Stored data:
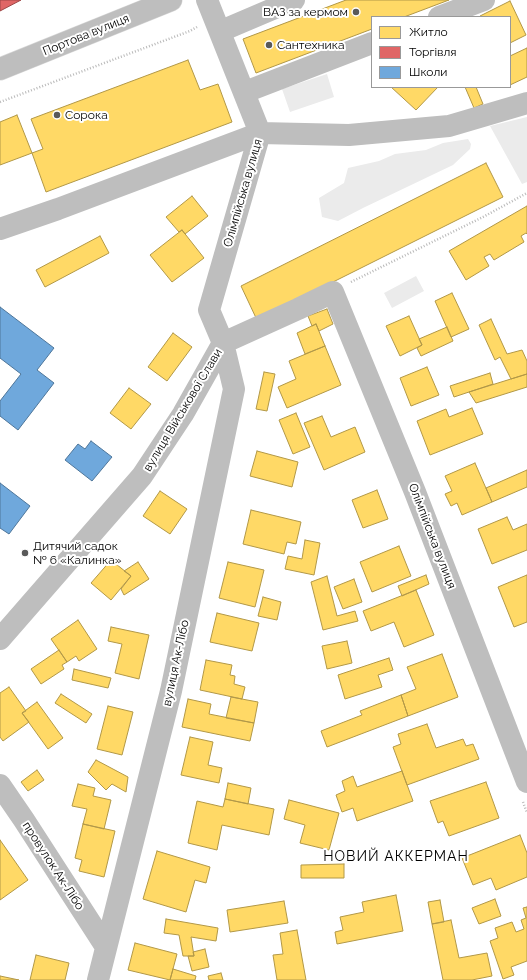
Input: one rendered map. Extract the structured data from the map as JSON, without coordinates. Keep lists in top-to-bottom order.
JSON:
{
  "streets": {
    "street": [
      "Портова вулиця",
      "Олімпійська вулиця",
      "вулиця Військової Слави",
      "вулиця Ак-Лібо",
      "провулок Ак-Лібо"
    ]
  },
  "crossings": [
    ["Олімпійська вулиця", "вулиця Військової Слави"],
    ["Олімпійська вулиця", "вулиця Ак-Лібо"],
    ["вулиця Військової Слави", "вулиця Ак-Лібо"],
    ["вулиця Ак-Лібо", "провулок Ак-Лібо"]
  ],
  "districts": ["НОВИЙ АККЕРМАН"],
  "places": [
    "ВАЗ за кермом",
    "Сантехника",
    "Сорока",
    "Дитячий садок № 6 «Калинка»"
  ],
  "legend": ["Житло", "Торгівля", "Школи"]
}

To do: Please print all of the records above exactly, omitting each picture.

Task output:
Input: one rendered map. Extract the structured data from the map as JSON, without coordinates. Keep lists in top-to-bottom order.
JSON:
{
  "streets": {
    "street": [
      "Портова вулиця",
      "Олімпійська вулиця",
      "вулиця Військової Слави",
      "вулиця Ак-Лібо",
      "провулок Ак-Лібо"
    ]
  },
  "crossings": [
    ["Олімпійська вулиця", "вулиця Військової Слави"],
    ["Олімпійська вулиця", "вулиця Ак-Лібо"],
    ["вулиця Військової Слави", "вулиця Ак-Лібо"],
    ["вулиця Ак-Лібо", "провулок Ак-Лібо"]
  ],
  "districts": ["НОВИЙ АККЕРМАН"],
  "places": [
    "ВАЗ за кермом",
    "Сантехника",
    "Сорока",
    "Дитячий садок № 6 «Калинка»"
  ],
  "legend": ["Житло", "Торгівля", "Школи"]
}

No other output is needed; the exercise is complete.